At the other end of the spectrum, I am reminded of my deep sense of anger and injustice at the way Northern Rock was handled in the period between August 2007 and September 2007. Indeed, it continued through the period while the Government dithered over whether to nationalise the bank, which led right up to February. Between Friday 14 September and Monday 17 September 2007, we saw the first run on the deposits of a UK bank for 140 years. Centre stage, we now know, were three elements which conspired to create a perfect storm and signal the onset of the recession for the UK economy. These failures were highlighted in the Treasury Select Committee report in another place which found that the directors of the Northern Rock, especially senior management, were the principal authors of the difficulties that the company faced. It went on to say that the failure of Northern Rock, while being a failure of the board was also a failure of the regulator. In the case of Northern Rock, the FSA appears to have systematically failed in its duty as regulator. However, it was not just the FSA that failed; according the Select Committee, the entire tripartite arrangements seemed to have failed between the FSA, the Bank of England and the Treasury for the financial supervision of the City, which had been put in place with considerable hubris by Gordon Brown as his first act in government. The Select Committee said that,
“for a run on a bank to have occurred in the United Kingdom is unacceptable, and represents a significant failure of the Tripartite system”.

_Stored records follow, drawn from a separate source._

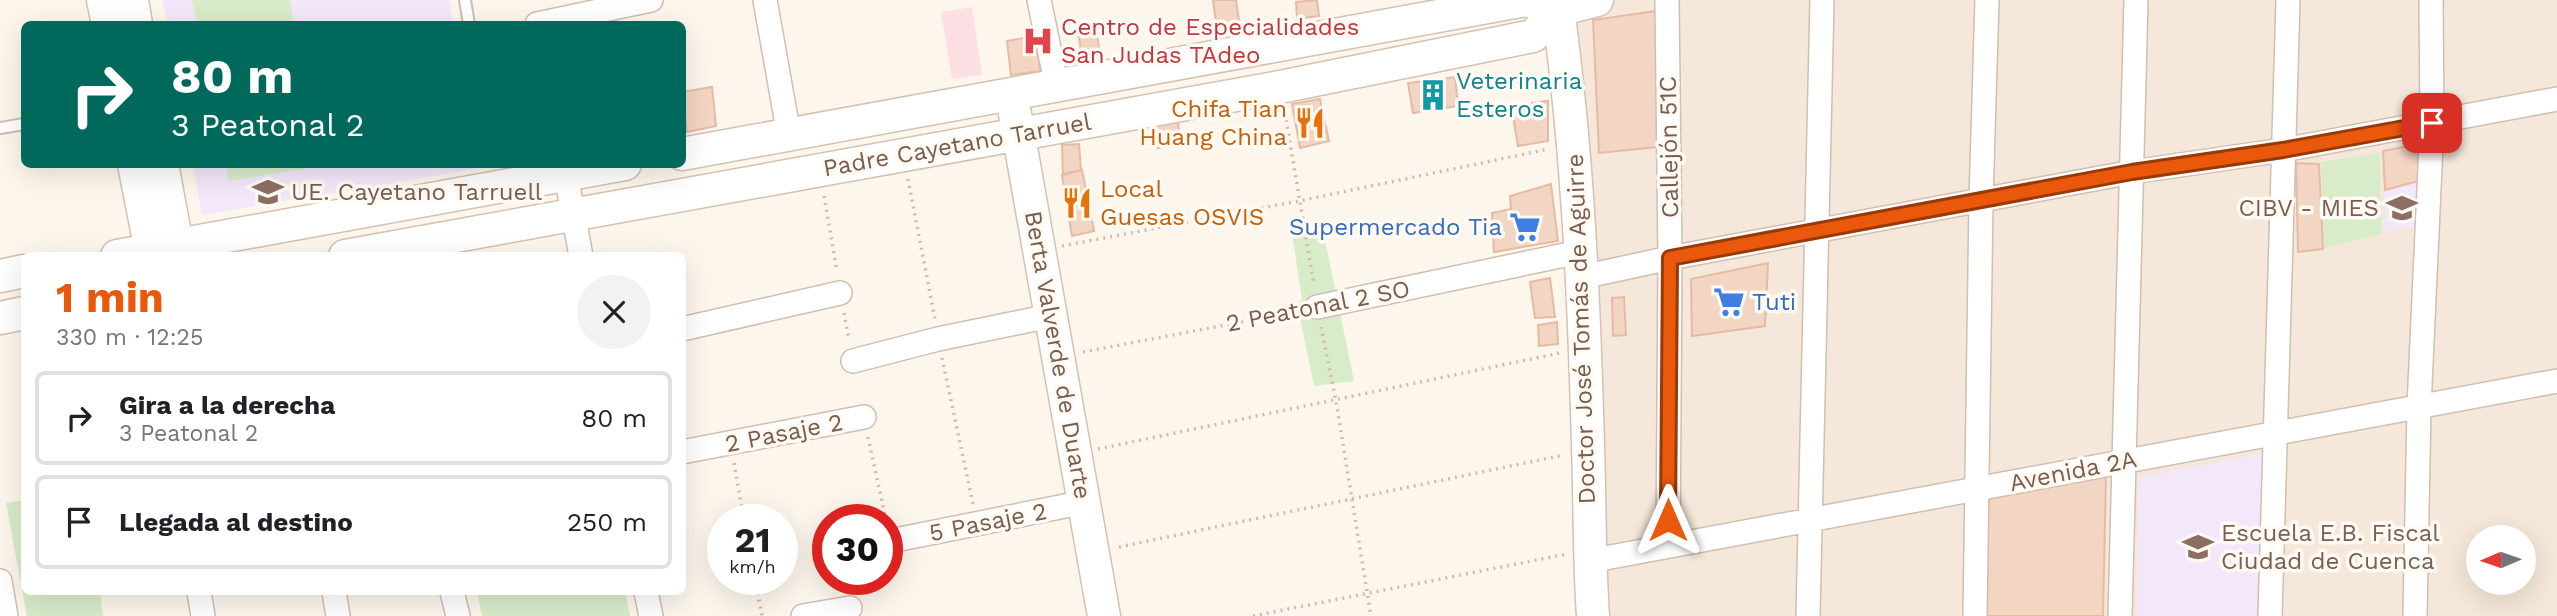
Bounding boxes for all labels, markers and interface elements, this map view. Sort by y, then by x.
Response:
place label: Centro de Especialidades San Judas TAdeo [1061,13,1359,69]
hospital icon: Centro de Especialidades San Judas TAdeo [1021,24,1055,58]
text: 80 m [171,47,293,105]
icon: right [56,49,147,140]
place label: Veterinaria Esteros [1456,67,1582,123]
street label: Callejón 51C [1654,76,1684,218]
building icon: Veterinaria Esteros [1416,78,1450,112]
pin [2402,93,2462,153]
place label: Chifa Tian Huang China [1139,95,1287,151]
icon: arrive [2413,104,2451,142]
text: 3 Peatonal 2 [171,106,365,144]
restaurant icon: Chifa Tian Huang China [1293,106,1327,140]
street label: Padre Cayetano Tarruel [821,108,1094,182]
street label: Doctor José Tomás de Aguirre [1561,153,1601,505]
school or university icon: UE. Cayetano Tarruell [251,175,285,209]
place label: Local Guesas OSVIS [1100,175,1264,231]
place label: UE. Cayetano Tarruell [291,178,543,206]
restaurant icon: Local Guesas OSVIS [1060,186,1094,220]
school or university icon: CIBV - MIES [2385,191,2419,225]
place label: CIBV - MIES [2238,194,2379,222]
street label: Berta Valverde de Duarte [1019,209,1097,501]
supermarket icon: Supermercado Tia [1508,210,1542,244]
place label: Supermercado Tia [1289,213,1502,241]
text: 1 min [56,273,164,322]
street label: 2 Peatonal 2 SO [1224,274,1412,338]
button: close [577,275,651,349]
supermarket icon: Tuti [1712,285,1746,319]
place label: Tuti [1752,288,1796,316]
text: 330 m · 12:25 [56,324,203,351]
text: Gira a la derecha [119,390,335,420]
icon: right [60,399,98,437]
text: 80 m [581,403,647,433]
street label: 2 Pasaje 2 [723,408,845,458]
text: 3 Peatonal 2 [119,420,258,447]
street label: Avenida 2A [2007,445,2139,497]
position arrow [1631,483,1705,557]
street label: 5 Pasaje 2 [927,497,1049,547]
icon: arrive [60,503,98,541]
speed limit sign: 30 [812,504,903,595]
text: Llegada al destino [119,507,353,537]
text: 250 m [567,507,647,537]
text: 21 [735,519,770,561]
place label: Escuela E.B. Fiscal Ciudad de Cuenca [2221,519,2440,575]
north arrow [2466,525,2536,595]
map controls [2466,525,2536,595]
school or university icon: Escuela E.B. Fiscal Ciudad de Cuenca [2181,530,2215,564]
text: km/h [729,556,776,577]

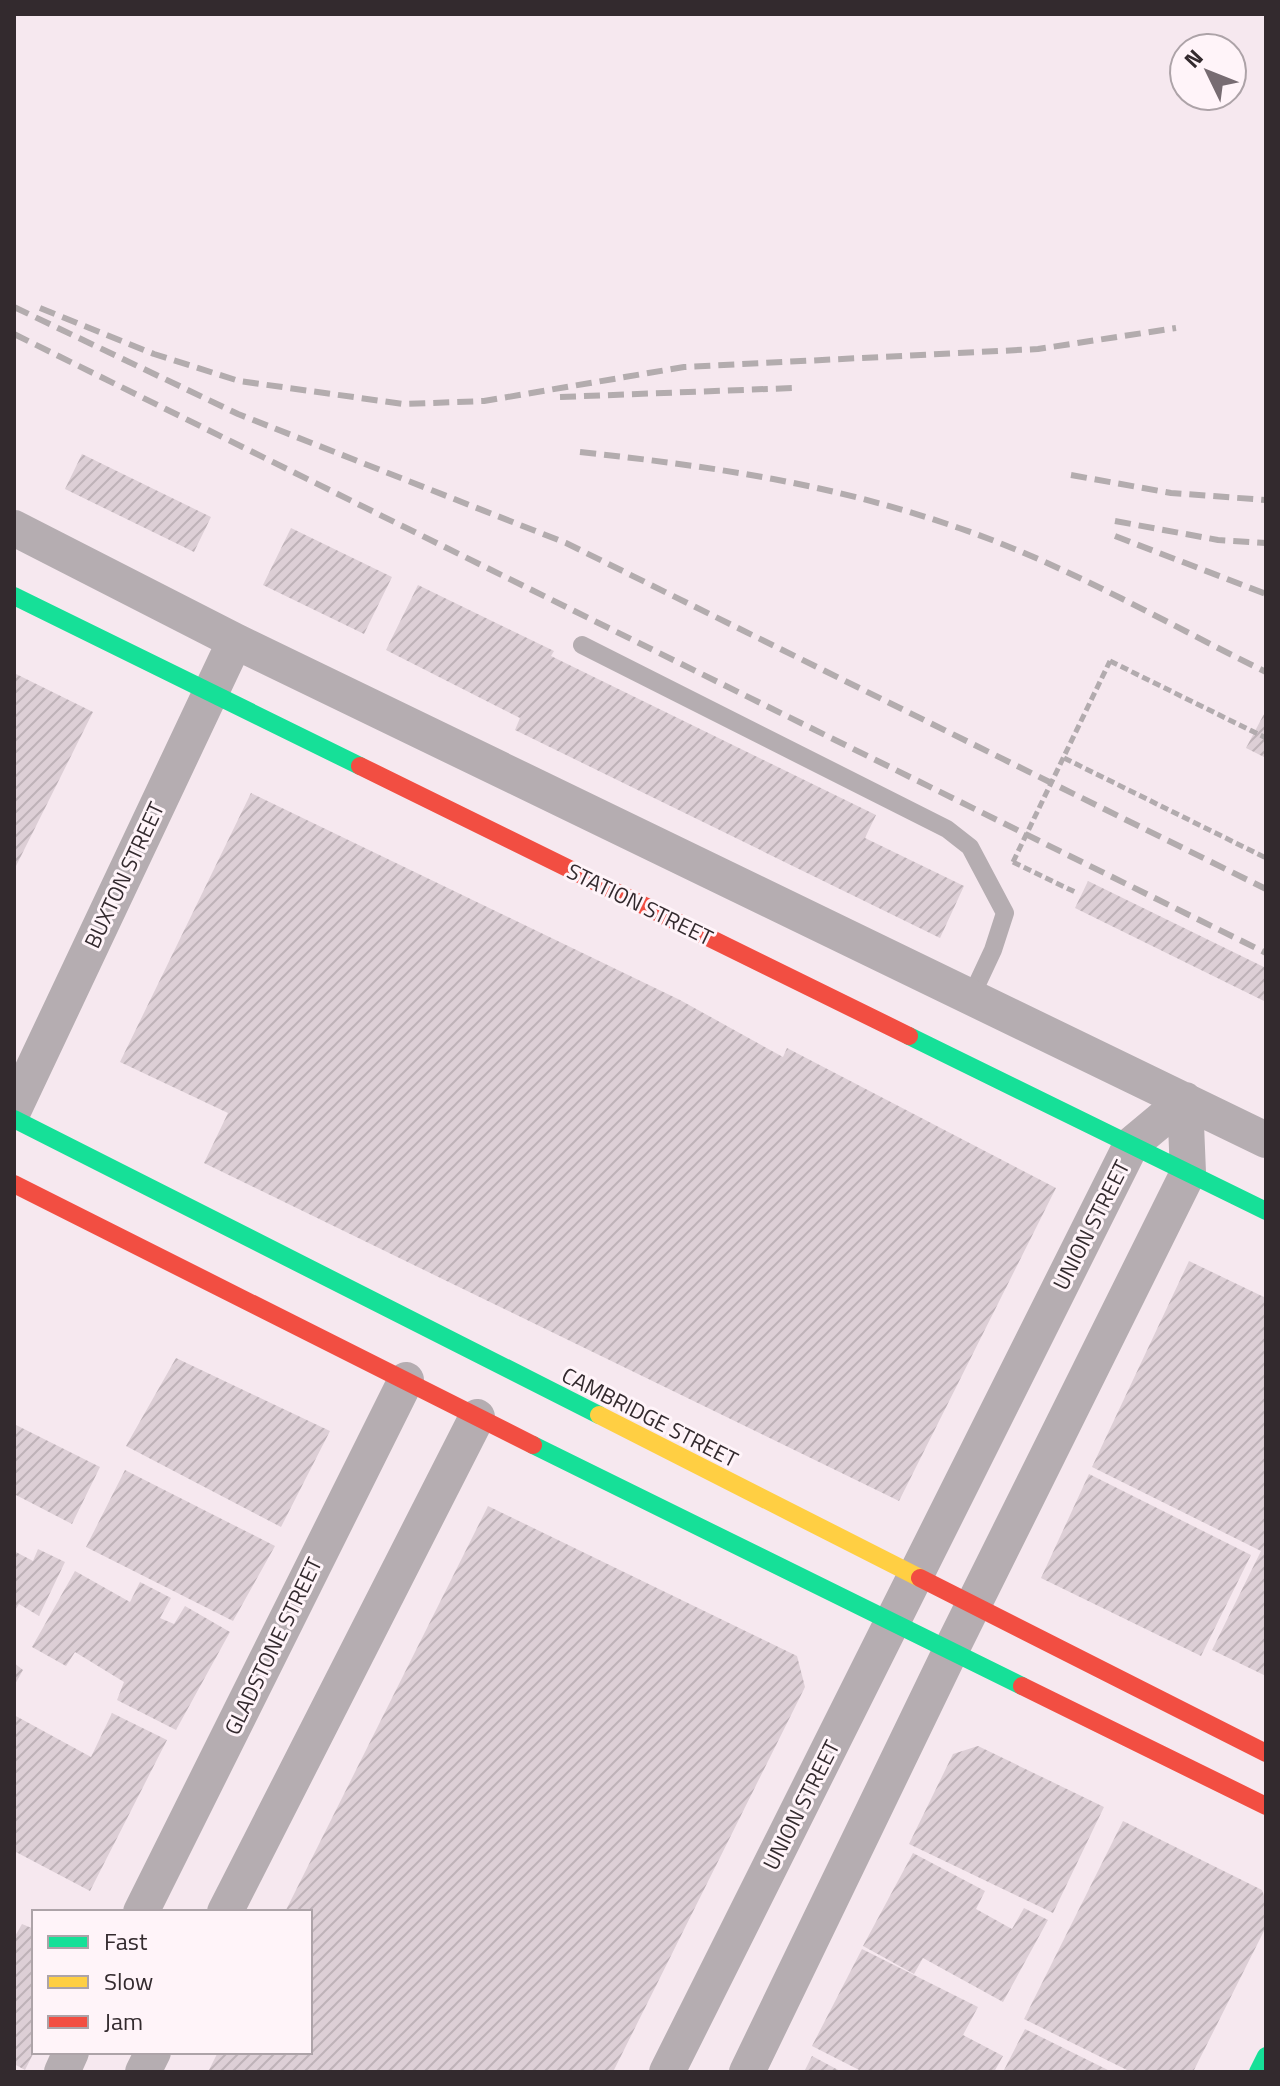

Then there was the publicising—the leak, by accident or design, of 13 September that Northern Rock had been granted emergency financial support, which led directly to the queues of investors around Northern Rock branches on the morning of 14 September. Those pictures were sent around the world in a matter of seconds and did immense damage to the reputation of UK financial services and of north-east England, with which Northern Rock is so closely associated. Just to be clear, it was this Government who set the regulatory environment; it was the regulatory environment, along with management, which failed; and the disclosure of sensitive market operations between the Bank of England which destroyed depositor confidence and shareholder value. We now know that there were potential buyers for Northern Rock in July and August 2007, but mixed signals, founded on a fear of competition rules set out by the Government, discouraged people from taking part and pursuing those interests further. We also know that emergency funds from the Government were considered, but it was felt that this too might have fallen foul of EU rules concerning state aid. Mervyn King, governor of the Bank of England, told the Treasury Select Committee investigation that:
“I had still hoped and indeed pressed strongly for the ability to conduct a covert operation, but in the end strong legal advice amongst the tripartite authorities was that this could not be done”.
That was September 2007; but one year later, in September 2008, of course they discovered that it could be done, and when HBOS got into difficulties, an emergency acquisition by Lloyds TSB was allowed. Bradford & Bingley had its retail operations sold to Grupo Santander, and the remaining part of the business was nationalised. The Government took a controlling stake in Royal Bank of Scotland and it was only a year later that they revealed that the Bank of England had made loans of £61.5 billion to these institutions. They had delayed that information from coming out for a year; if only they had done that with Northern Rock, there would have been a very different picture. The pain that was felt by the 2,000 employees who lost their jobs, the concern and anxiety felt by the depositors, and the loss of value for so many individual shareholders will be indelibly placed on the record of this Government.
Given this track record, the Minister will understand why there is scepticism bordering on cynicism on this side of the House that again we see a new approach presented for Northern Rock in this setting. It is a new way that has not been tried before. Of course, we do not know whether it will or will not work, but neither do the Government—yet it is Northern Rock that is again the institution being experimented on in this respect.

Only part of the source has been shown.